Now that doesn’t mean that the site doesn’t remember what each user’s preferences are, and have a custom template for their posts that includes the declarations.

rwzy · September 15, 2014, 12:28am

Wouldn’t it be easier for the user if a particular site specified what extensions (if any) they support? And then provide options to enable/disable them? It feels extremely clunky to have to mark up the text just to use a syntax if it’s already supported, probably best to leave activation of the syntax to the site itself. If another site also allows activation of that particular syntax, there should not be any conflicts/portability issues since it is the same specification being used. And why would there be a need to include syntaxes on sites that do not support them? For example, why would you need to have portability for LaTeX like math equations on a site where nobody would use that feature anyway?

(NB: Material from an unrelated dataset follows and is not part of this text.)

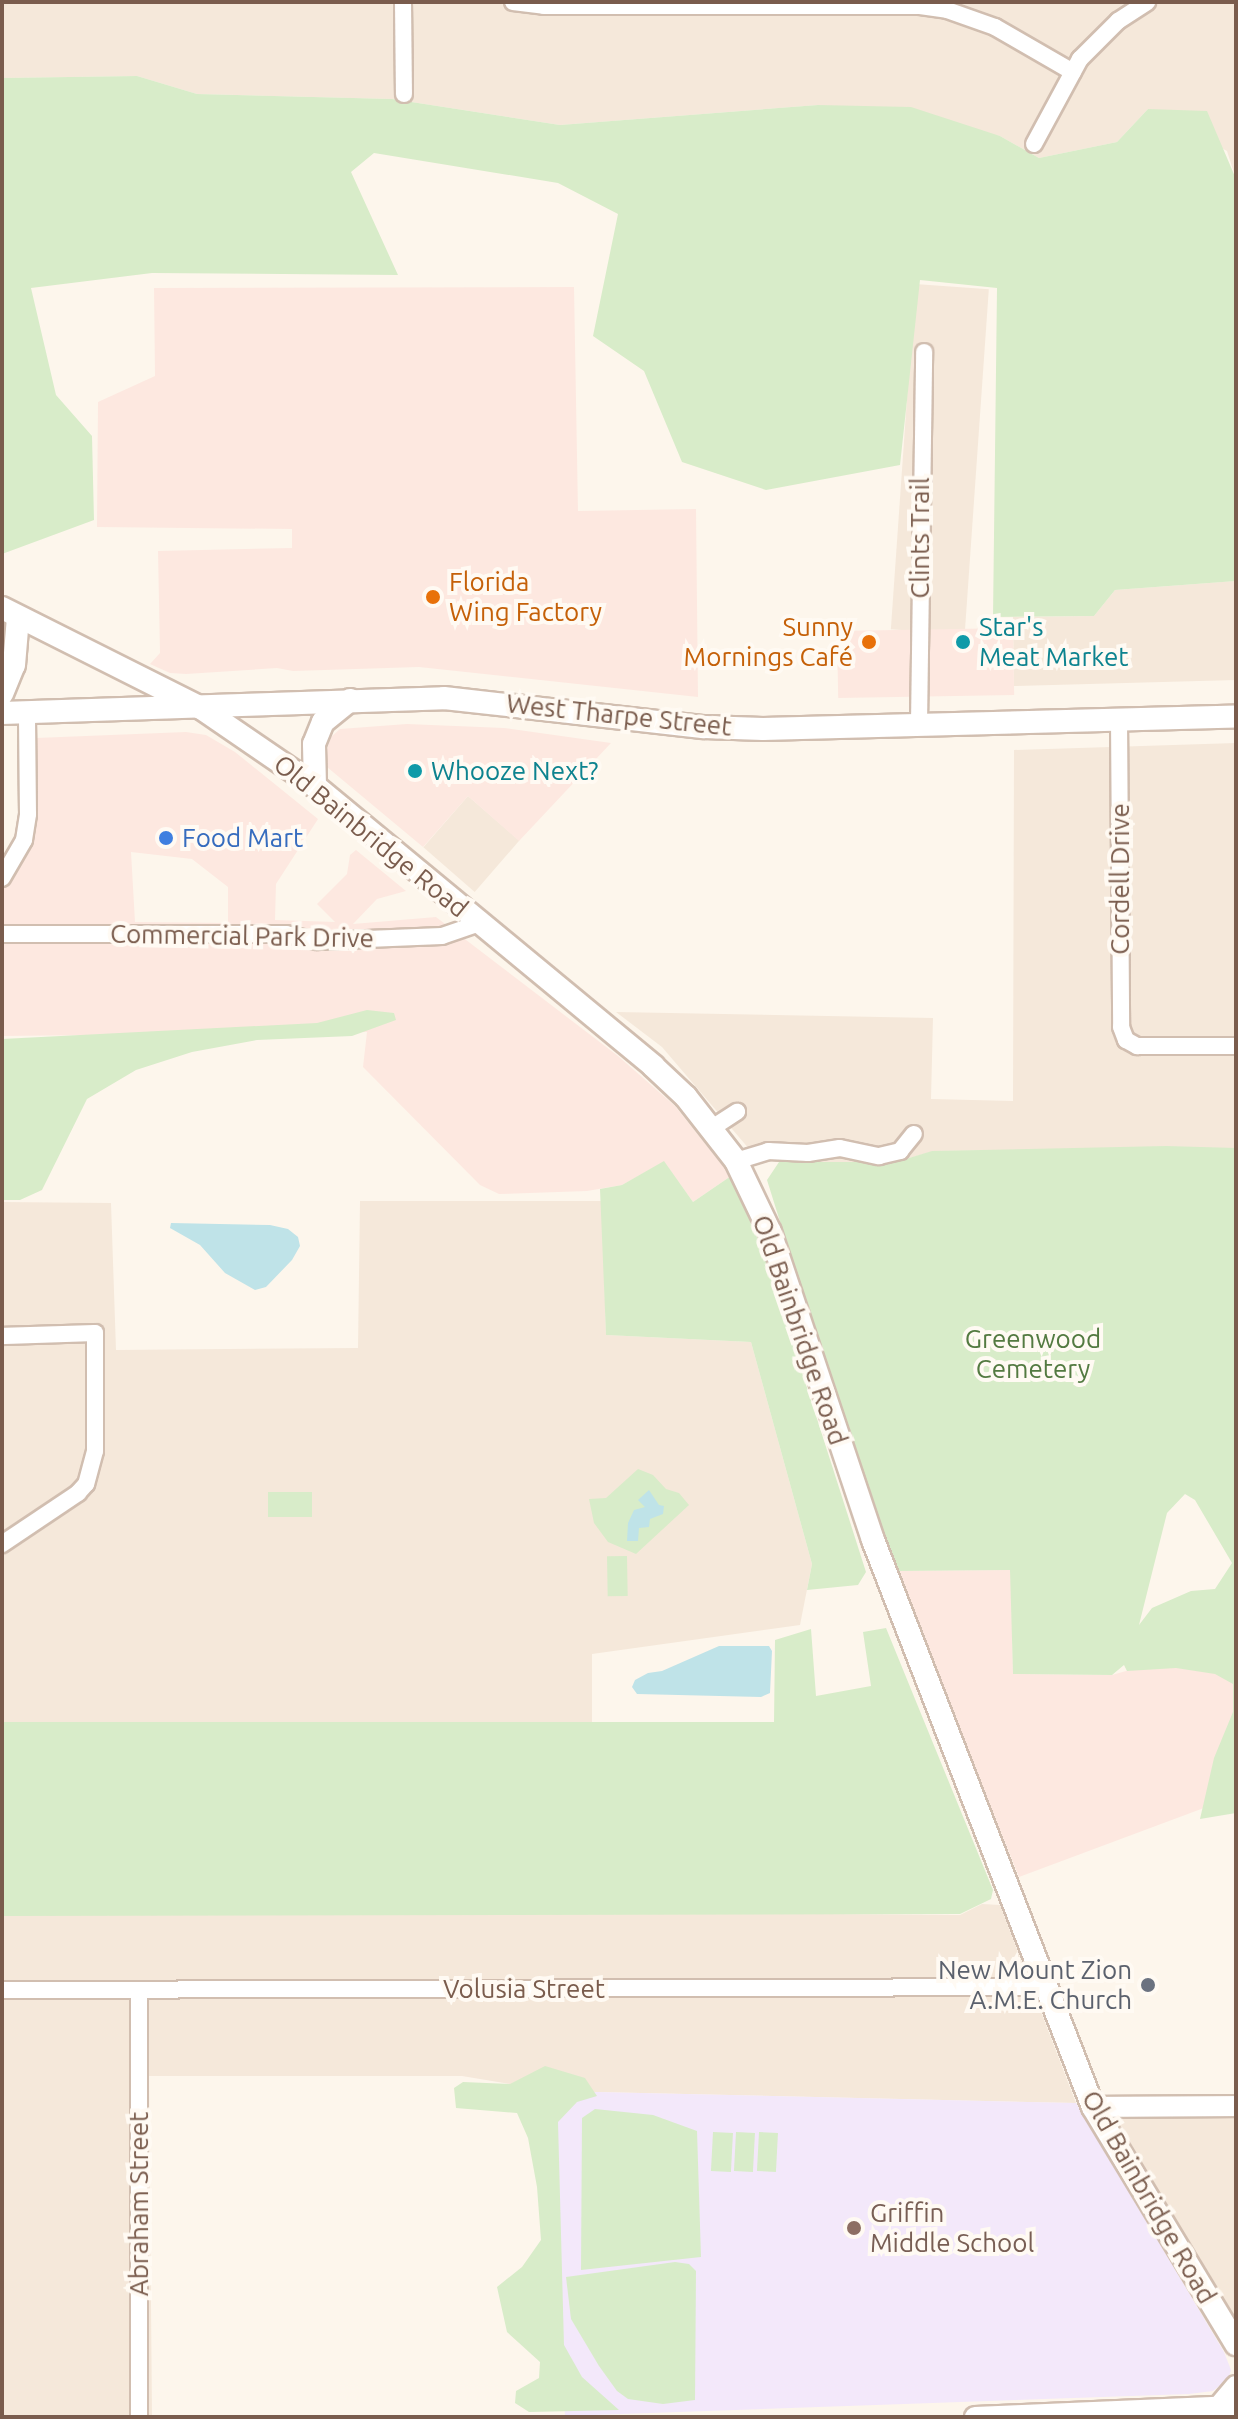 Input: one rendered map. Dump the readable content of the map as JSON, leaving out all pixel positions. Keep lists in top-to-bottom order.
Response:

Point is that a “namespace qualified language-escape extension mechanism” does not look like it fits within a markdown document, i.e. it does not look like something the average reader would really understand the meaning of. Remember from the philosophy section of Gruber’s original markdown:

Readability, however, is emphasized above all else. A Markdown-formatted document should be publishable as-is, as plain text, without looking like it’s been marked up with tags or formatting instructions.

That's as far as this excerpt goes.